Budget containing 4 percent cut to higher education gains preliminary approval

? With only Republican votes, the House on Tuesday gave preliminary approval to a budget that would cut higher education by 4 percent, keep public school funding flat and reduce dollars in numerous other areas of state spending.

Democrats said the austerity plan, on top of years of recession-era budget cuts, was being driven by Republican-approved income tax cuts.

“We have a budget built on a tax plan that doesn’t support our children but sacrifices them for the benefit of the wealthiest among us and large corporations,” said Rep. Ed Trimmer, D-Winfield.

Republican supporters of the budget said it was a responsible plan as they pushed it through on a 71-51 vote. A final vote on the measure is expected Wednesday.

Democrats said the 4 percent cut, totaling $29.2 million, to higher education would lead to tuition increases.
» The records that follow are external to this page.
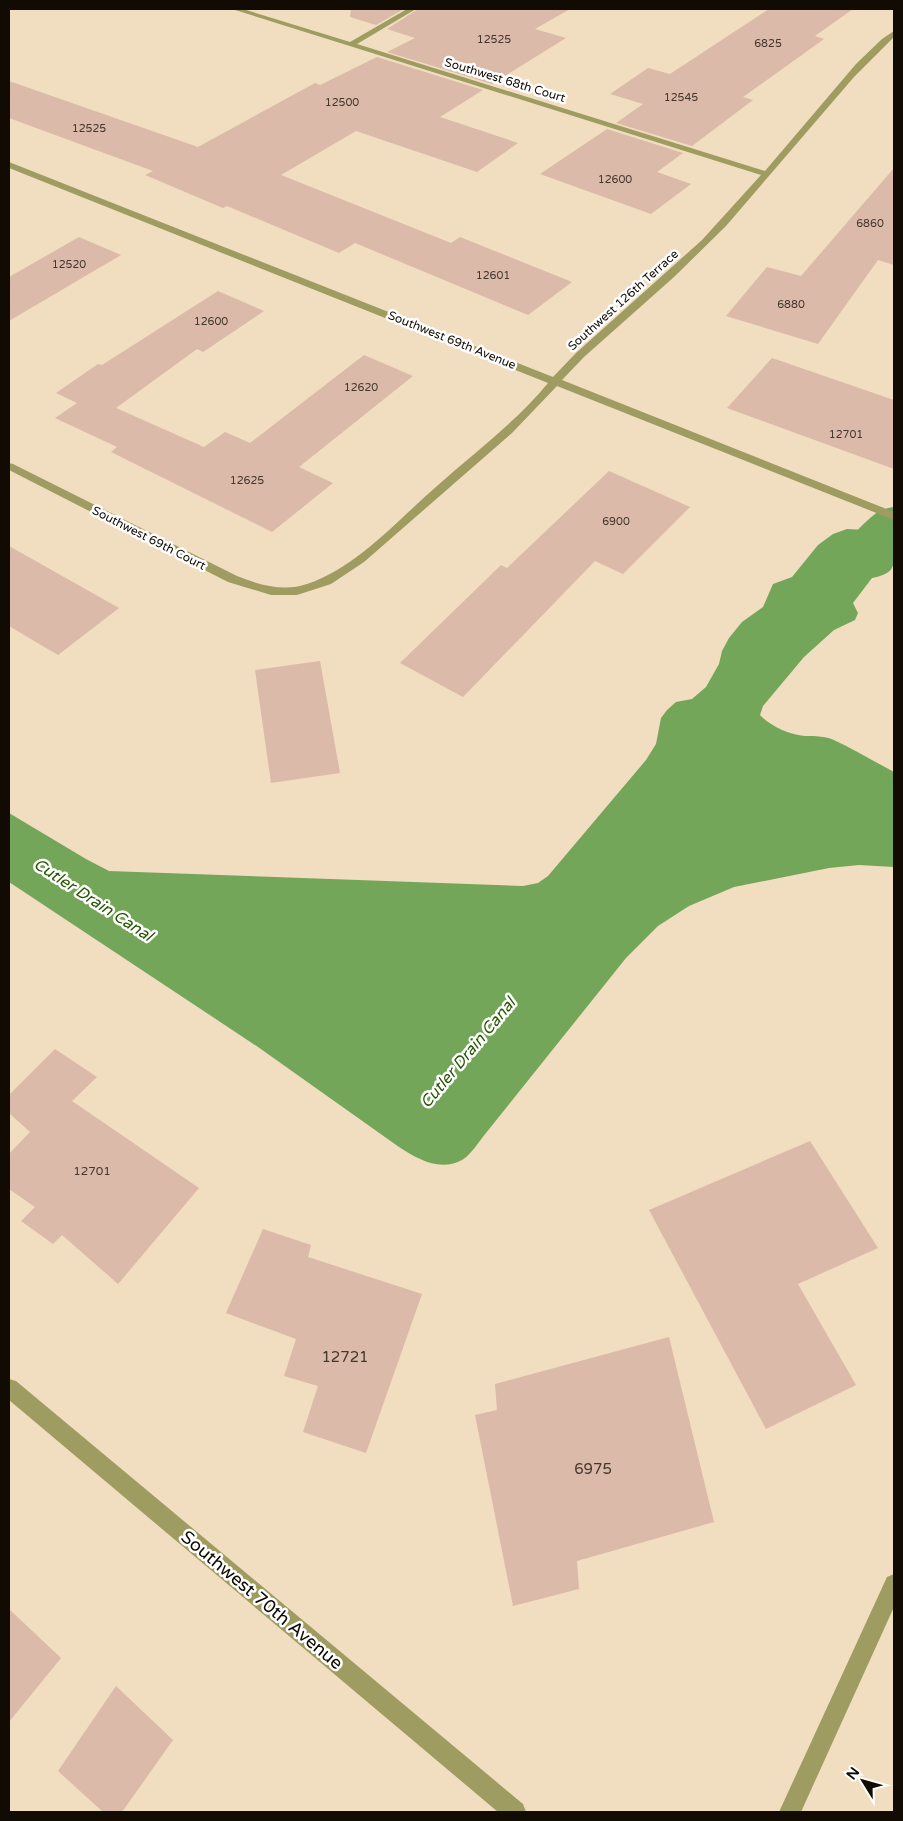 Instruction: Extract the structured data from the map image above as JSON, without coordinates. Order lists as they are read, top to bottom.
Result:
{
  "streets": {
    "street": [
      "Southwest 68th Court",
      "Southwest 126th Terrace",
      "Southwest 69th Avenue",
      "Southwest 69th Court",
      "Southwest 70th Avenue"
    ]
  },
  "crossings": [
    ["Southwest 68th Court", "Southwest 126th Terrace"],
    ["Southwest 126th Terrace", "Southwest 69th Avenue"],
    ["Southwest 126th Terrace", "Southwest 69th Court"]
  ],
  "water": ["Cutler Drain Canal"],
  "house_numbers": [
    "12525",
    "6825",
    "12545",
    "12500",
    "12525",
    "12600",
    "6860",
    "12520",
    "12601",
    "6880",
    "12600",
    "12620",
    "12701",
    "12625",
    "6900",
    "12701",
    "12721",
    "6975"
  ],
  "north": "top left"
} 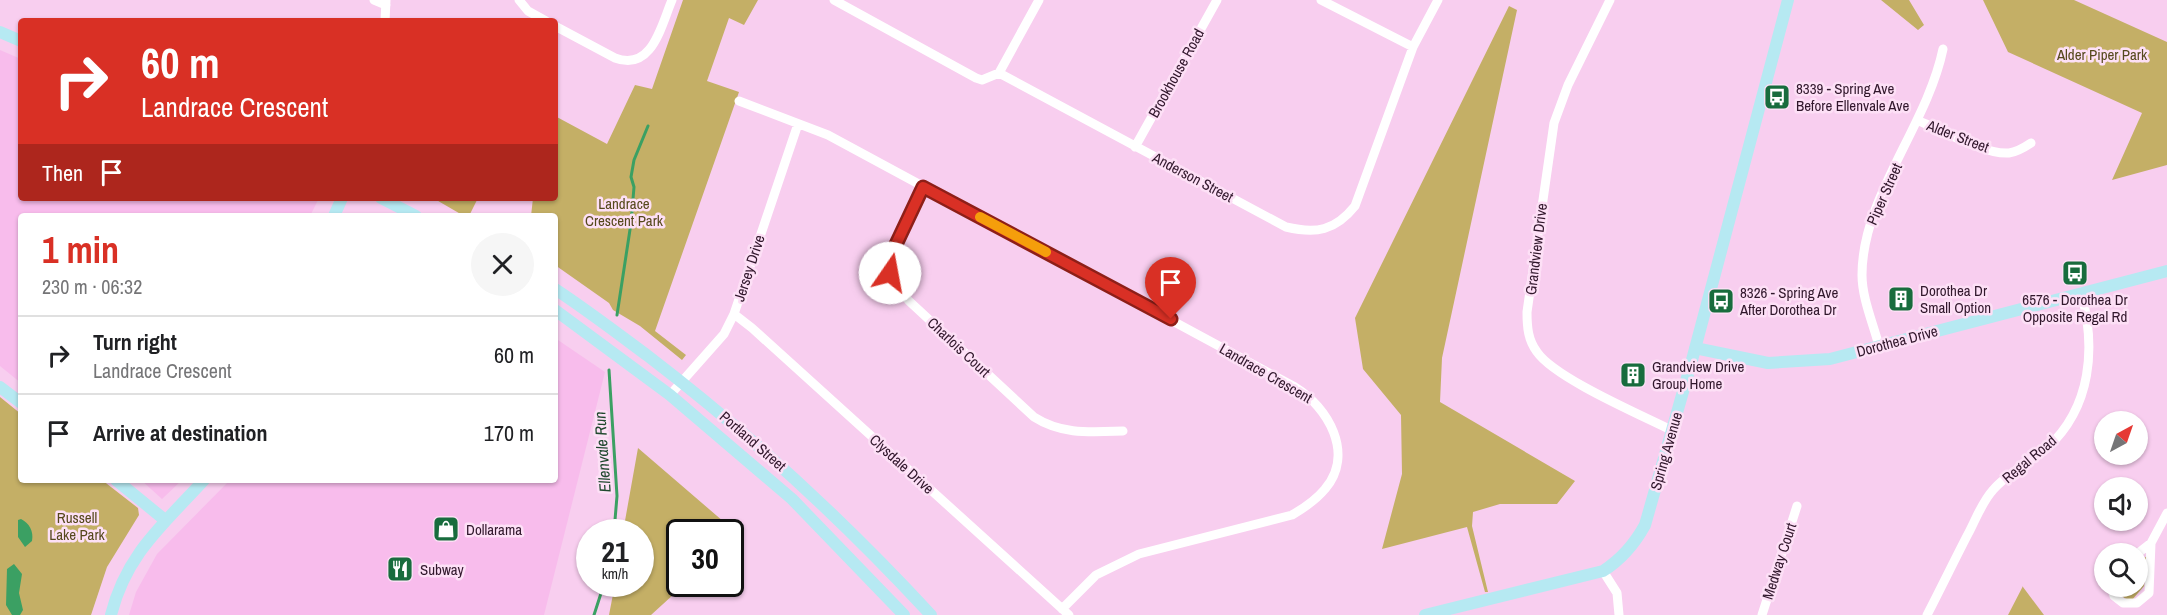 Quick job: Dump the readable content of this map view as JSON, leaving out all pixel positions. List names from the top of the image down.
{
  "streets": {
    "street": [
      "Brookhouse Road",
      "Alder Street",
      "Anderson Street",
      "Piper Street",
      "Grandview Drive",
      "Jersey Drive",
      "Dorothea Drive",
      "Charlois Court",
      "Landrace Crescent",
      "Portland Street",
      "Spring Avenue",
      "Regal Road",
      "Clysdale Drive",
      "Medway Court"
    ]
  },
  "crossings": [
    ["Brookhouse Road", "Anderson Street"],
    ["Alder Street", "Piper Street"],
    ["Piper Street", "Dorothea Drive"],
    ["Grandview Drive", "Spring Avenue"],
    ["Jersey Drive", "Landrace Crescent"],
    ["Jersey Drive", "Portland Street"],
    ["Jersey Drive", "Clysdale Drive"],
    ["Dorothea Drive", "Spring Avenue"],
    ["Dorothea Drive", "Regal Road"],
    ["Charlois Court", "Landrace Crescent"],
    ["Landrace Crescent", "Clysdale Drive"]
  ],
  "water": ["Ellenvale Run"],
  "parks": ["Alder Piper Park", "Landrace Crescent Park", "Russell Lake Park"],
  "places": {
    "bus stop": ["8339 - Spring Ave Before Ellenvale Ave", "6576 - Dorothea Dr Opposite Regal Rd", "8326 - Spring Ave After Dorothea Dr"],
    "building": ["Dorothea Dr Small Option", "Grandview Drive Group Home"],
    "shop": ["Dollarama"],
    "restaurant": ["Subway"]
  },
  "north": "top right",
  "page": {
    "turn": ["60 m", "Landrace Crescent"],
    "then": "Then",
    "heading": ["1 min", "230 m · 06:32"],
    "list": [
      {
        "name": "Turn right",
        "note": "Landrace Crescent",
        "value": "60 m"
      },
      {
        "name": "Arrive at destination",
        "value": "170 m"
      }
    ],
    "speed": "21 km/h",
    "limit": "30"
  }
}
But House Appropriations Committee Chairman Marc Rhoades, R-Newton, said regardless of the budget, the state’s universities will increase tuition. “They raise tuition because they want to,” he said. “On higher education, it is out of control. At some point we are going to hit the stone wall,” he added.

Higher education officials have argued that reductions in state spending on universities in recent years has had a direct impact on the size of tuition increases.

Under the 4 percent cut, Kansas University would lose nearly $10 million, including $4.2 million at the KU Medical Center.

House Minority Leader Paul Davis, D-Lawrence, said the cut doesn’t make sense when the Legislature wants KU Med to produce more doctors and nurses. “How are they going to do that?” he asked.

Higher education officials did win a victory when Rep. Ward Cassidy, R-St Francis, won approval of an amendment that lifted a wage and salary cap that had been placed on universities. Higher education representatives had complained loudly that the cap would have frozen even federal and private grant funds.

But the provision, essentially freezing salary and wage expenditures to current levels, remains in the bill for the rest of state government.

Rep. Melanie Meier, D-Leavenworth, said that will prevent the under-staffed prison system from filling vacant positions.

Several legislators complained they were given just a little more than one day to analyze the 512-page budget.

“I think they understand that there is so much bad stuff in this budget that they don’t want people to have time to read it — or else they wouldn’t support it,” said Rep. John Wilson, D-Lawrence.